Accordingly he heals a leper and restores a dead man to life. And when the people saw this, they submitted to him, as one sent to them by Jeschu.

Then said Simon Cephas to them, Yea, verily, Jeschu did send me to you, and now swear unto me that ye will obey me in all things that I command you.

“And they swore to him, We will do all things that thou commandest.

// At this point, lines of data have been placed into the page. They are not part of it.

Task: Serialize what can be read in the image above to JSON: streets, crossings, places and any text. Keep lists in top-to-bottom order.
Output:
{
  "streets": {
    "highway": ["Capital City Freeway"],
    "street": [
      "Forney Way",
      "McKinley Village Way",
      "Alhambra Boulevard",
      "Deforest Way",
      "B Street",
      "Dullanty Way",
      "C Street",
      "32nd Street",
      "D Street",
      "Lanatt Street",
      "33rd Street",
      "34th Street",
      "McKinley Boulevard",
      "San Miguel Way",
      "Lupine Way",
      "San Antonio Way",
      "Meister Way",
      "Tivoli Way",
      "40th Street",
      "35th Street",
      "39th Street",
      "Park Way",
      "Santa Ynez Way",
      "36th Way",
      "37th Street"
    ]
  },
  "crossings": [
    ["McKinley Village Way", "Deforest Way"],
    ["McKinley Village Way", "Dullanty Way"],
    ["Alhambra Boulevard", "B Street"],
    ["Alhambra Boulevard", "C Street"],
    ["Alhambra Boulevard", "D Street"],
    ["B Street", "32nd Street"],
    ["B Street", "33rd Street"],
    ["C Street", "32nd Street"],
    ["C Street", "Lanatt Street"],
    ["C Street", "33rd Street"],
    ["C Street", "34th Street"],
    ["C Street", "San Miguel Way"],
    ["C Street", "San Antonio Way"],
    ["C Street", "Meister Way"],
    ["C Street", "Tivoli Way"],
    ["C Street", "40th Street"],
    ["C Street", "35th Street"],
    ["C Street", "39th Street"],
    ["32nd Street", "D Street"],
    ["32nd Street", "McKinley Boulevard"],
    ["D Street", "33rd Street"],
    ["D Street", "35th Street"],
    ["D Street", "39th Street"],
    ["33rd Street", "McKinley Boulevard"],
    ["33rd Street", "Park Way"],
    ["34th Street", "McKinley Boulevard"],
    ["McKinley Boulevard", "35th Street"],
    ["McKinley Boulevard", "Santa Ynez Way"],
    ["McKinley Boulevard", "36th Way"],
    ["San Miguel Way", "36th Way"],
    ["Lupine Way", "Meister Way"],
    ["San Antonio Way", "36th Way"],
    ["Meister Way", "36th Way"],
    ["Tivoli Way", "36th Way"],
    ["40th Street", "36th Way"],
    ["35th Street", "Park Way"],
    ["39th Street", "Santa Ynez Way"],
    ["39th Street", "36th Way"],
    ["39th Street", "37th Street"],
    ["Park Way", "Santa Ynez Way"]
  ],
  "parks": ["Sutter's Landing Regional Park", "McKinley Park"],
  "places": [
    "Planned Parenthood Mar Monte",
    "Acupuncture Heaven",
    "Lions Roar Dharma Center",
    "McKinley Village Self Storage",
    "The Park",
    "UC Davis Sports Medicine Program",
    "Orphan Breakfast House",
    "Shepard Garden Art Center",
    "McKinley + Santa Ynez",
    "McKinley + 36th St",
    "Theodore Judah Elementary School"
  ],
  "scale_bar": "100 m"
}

“Then Simon Cephas said, Ye know that he who hung on the tree was an enemy to the Israelites and the Law, because of the prophecy of Isaiah, Your new moons and festivals my soul hateth.116 And that he had no pleasure in the Israelites, according to the saying of Hosea, Ye are not my people.117Now, although it is in his power to blot them in the twinkling of an eye from off the face of the earth, yet will he not root them out, but will keep them ever in the midst of you as a witness to his stoning and hanging on the tree. He endured these pains and the punishment of death, to redeem your souls from hell. And now he warns and commands you to do no harm to any Jew. Yea, even should a Jew say to a Nazarene, Go with me a mile, he shall go with him twain; or should a Nazarene be smitten by a Jew on one cheek, let him turn to him the other also, that the Jews may enjoy in this world their good things, for in the world to come they must suffer their punishment in hell. If ye do these things, then shall ye merit to sit with them (i. e. the apostles) on their thrones.118

“And this also doth he require of you, that ye do not celebrate the Feast of Unleavened Bread, but that ye keep holy the day on which he died. And in place of the Feast of Pentecost, that ye keep the fortieth day after his stoning, on which he went up into heaven. And in place of the Feast of Tabernacles, that ye keep the day of his Nativity, and eight days after that ye shall celebrate his Circumcision.”

The Christians promised to do as Cephas commanded them, but they desired him to reside in the midst of them in their great city.

To this he consented. “I will dwell with you,” said he, “if ye will promise to permit me to abstain from all food, and to eat only the bread of poverty and drink the water of affliction. Ye must also build me a tower in the midst of the city, wherein I may spend the rest of my days.”

This was done. The tower was built and called “Peter,” and in this Cephas dwelt till his death six years after. “In truth, he served the God of our fathers, Abraham, Isaac and Jacob, and composed many beautiful hymns, which he dispersed among the Jews, that they might serve as a perpetual memorial of him; and he divided all his hymns among the Rabbis of Israel.”

On his death he was buried in the tower.

After his death, a man named Elias assumed the place of messenger of Jeschu, and he declared that Simon Cephas had deceived the Christians, and that he, Elias, was an apostle of Jeschu, rather than Cephas, and that the Christians should follow him. The Christians asked for a sign.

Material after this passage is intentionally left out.